Lost Odyssey is what happens when the primary objective driving a game's creation is fixing a hole. Microsoft lacks a traditional hardcore RPG for the Xbox 360. Final Fantasy can't be purchased for all the money in Redmond, so Microsoft cherry-picks a few FF all-stars, bankrolls their new studio, and orders up a heaping helping of "epic" customized for their white box.
Next comes the hard sell: (all from Microsoft's Lost Odyssey website)

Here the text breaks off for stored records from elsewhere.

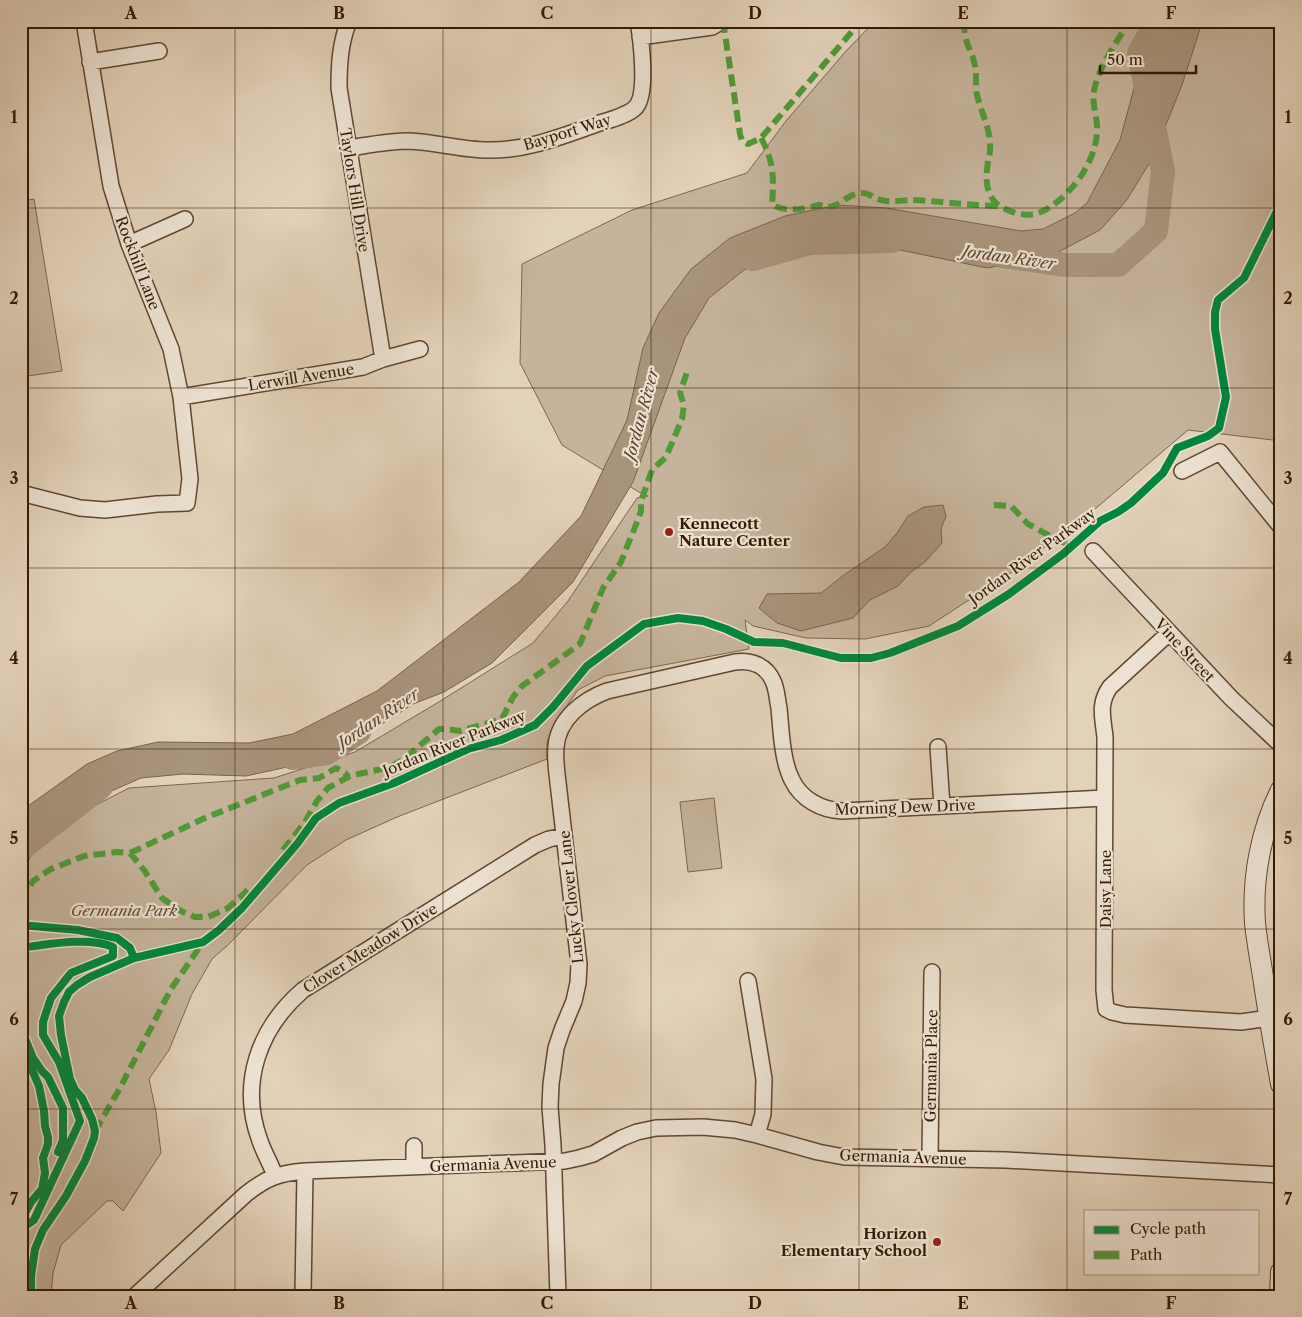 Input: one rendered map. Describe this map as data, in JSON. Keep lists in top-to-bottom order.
{
  "streets": {
    "street": [
      "Bayport Way",
      "Taylors Hill Drive",
      "Rockhill Lane",
      "Lerwill Avenue",
      "Vine Street",
      "Morning Dew Drive",
      "Daisy Lane",
      "Lucky Clover Lane",
      "Clover Meadow Drive",
      "Germania Place",
      "Germania Avenue"
    ],
    "cycle path": ["Jordan River Parkway"]
  },
  "crossings": [
    ["Bayport Way", "Taylors Hill Drive"],
    ["Taylors Hill Drive", "Lerwill Avenue"],
    ["Rockhill Lane", "Lerwill Avenue"],
    ["Vine Street", "Daisy Lane"],
    ["Morning Dew Drive", "Daisy Lane"],
    ["Morning Dew Drive", "Lucky Clover Lane"],
    ["Lucky Clover Lane", "Clover Meadow Drive"],
    ["Lucky Clover Lane", "Germania Avenue"],
    ["Clover Meadow Drive", "Germania Avenue"],
    ["Germania Place", "Germania Avenue"]
  ],
  "water": ["Jordan River"],
  "parks": ["Germania Park"],
  "places": ["Kennecott Nature Center", "Horizon Elementary School"],
  "legend": ["Cycle path", "Path"],
  "scale_bar": "50 m",
  "grid": {
    "columns": [
      "A",
      "B",
      "C",
      "D",
      "E",
      "F"
    ],
    "rows": [
      "1",
      "2",
      "3",
      "4",
      "5",
      "6",
      "7"
    ]
  }
}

- Unparalleled emotional story
- A new benchmark for the RPG genre
- Plays as an intense and unsettling blockbuster action film.
- Innovative RPG gameplay
- A next-gen RPG masterpiece.
Clearly, empty vessels make the most noise because none of these outrageous statements is true. It's one thing to go the Dragon Quest route and preserve a traditional JRPG design with legions of fans. Square-Enix claims refinement, not revolution, in its DQ games, and they usually deliver exactly that. What I find maddening about Microsoft's marketing is the appalling disconnect between the game they are trumpeting and the game Mistwalker actually made.

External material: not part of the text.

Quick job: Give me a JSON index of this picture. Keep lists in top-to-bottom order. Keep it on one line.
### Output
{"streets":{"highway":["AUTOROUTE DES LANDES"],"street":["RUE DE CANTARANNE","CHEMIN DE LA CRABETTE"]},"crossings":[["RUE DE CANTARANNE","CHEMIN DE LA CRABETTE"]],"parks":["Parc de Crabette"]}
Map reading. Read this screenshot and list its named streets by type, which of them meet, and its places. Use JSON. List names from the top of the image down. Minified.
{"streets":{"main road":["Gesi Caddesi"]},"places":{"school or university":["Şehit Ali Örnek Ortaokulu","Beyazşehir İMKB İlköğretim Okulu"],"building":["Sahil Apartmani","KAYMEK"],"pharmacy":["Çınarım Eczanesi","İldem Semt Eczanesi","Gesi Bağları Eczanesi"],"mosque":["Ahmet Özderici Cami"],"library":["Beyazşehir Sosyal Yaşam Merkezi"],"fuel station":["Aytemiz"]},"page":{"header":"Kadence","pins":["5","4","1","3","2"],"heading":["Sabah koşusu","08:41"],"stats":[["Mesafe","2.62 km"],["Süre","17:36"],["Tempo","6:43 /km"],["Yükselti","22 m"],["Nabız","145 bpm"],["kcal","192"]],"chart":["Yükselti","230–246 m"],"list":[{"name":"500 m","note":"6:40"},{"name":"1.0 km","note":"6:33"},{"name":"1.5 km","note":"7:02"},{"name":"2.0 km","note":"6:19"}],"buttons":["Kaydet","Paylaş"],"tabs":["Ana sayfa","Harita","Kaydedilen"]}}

Lost Odyssey is a big, visually sumptuous, but utterly conventional console RPG. Certainly, Microsoft isn't the first publisher to over-hype a game, but in the case of Lost Odyssey, I think the gap between hype and reality has more to do with a cynical effort to enter a lucrative market, ape a competitor's product, apply a slick finish and call it innovation. In other words, it's Microsoft being Microsoft. Not surprising, I suppose, but I don't have to like it.
Perhaps if the game had been a glorious failure - an unsuccessful but valiant attempt to overhaul a moribund genre...but no. Lost Odyssey is a compendium of threadbare RPG cliches: amnesiac hero, turn-based combat, random battles, endless cutscenes, elaborate fussy backstory with no bearing on gameplay, sidekicks with "personality," poorly translated dialogue, etc.
Gameplay consists of predictable cycles of activity: explore town, trigger cutscene, head to dungeon, defeat boss. Travel to next town, navigate random unavoidable battles, fight using customary options (attack, skill, item, spell, defend, flee), issue instructions and watch characters battle. Shop to replenish supplies. Rinse and repeat. What part of this was "made possible only by the power of the Xbox 360?"
If Lost Odyssey is a new benchmark in the RPG genre...I think we need a new bench.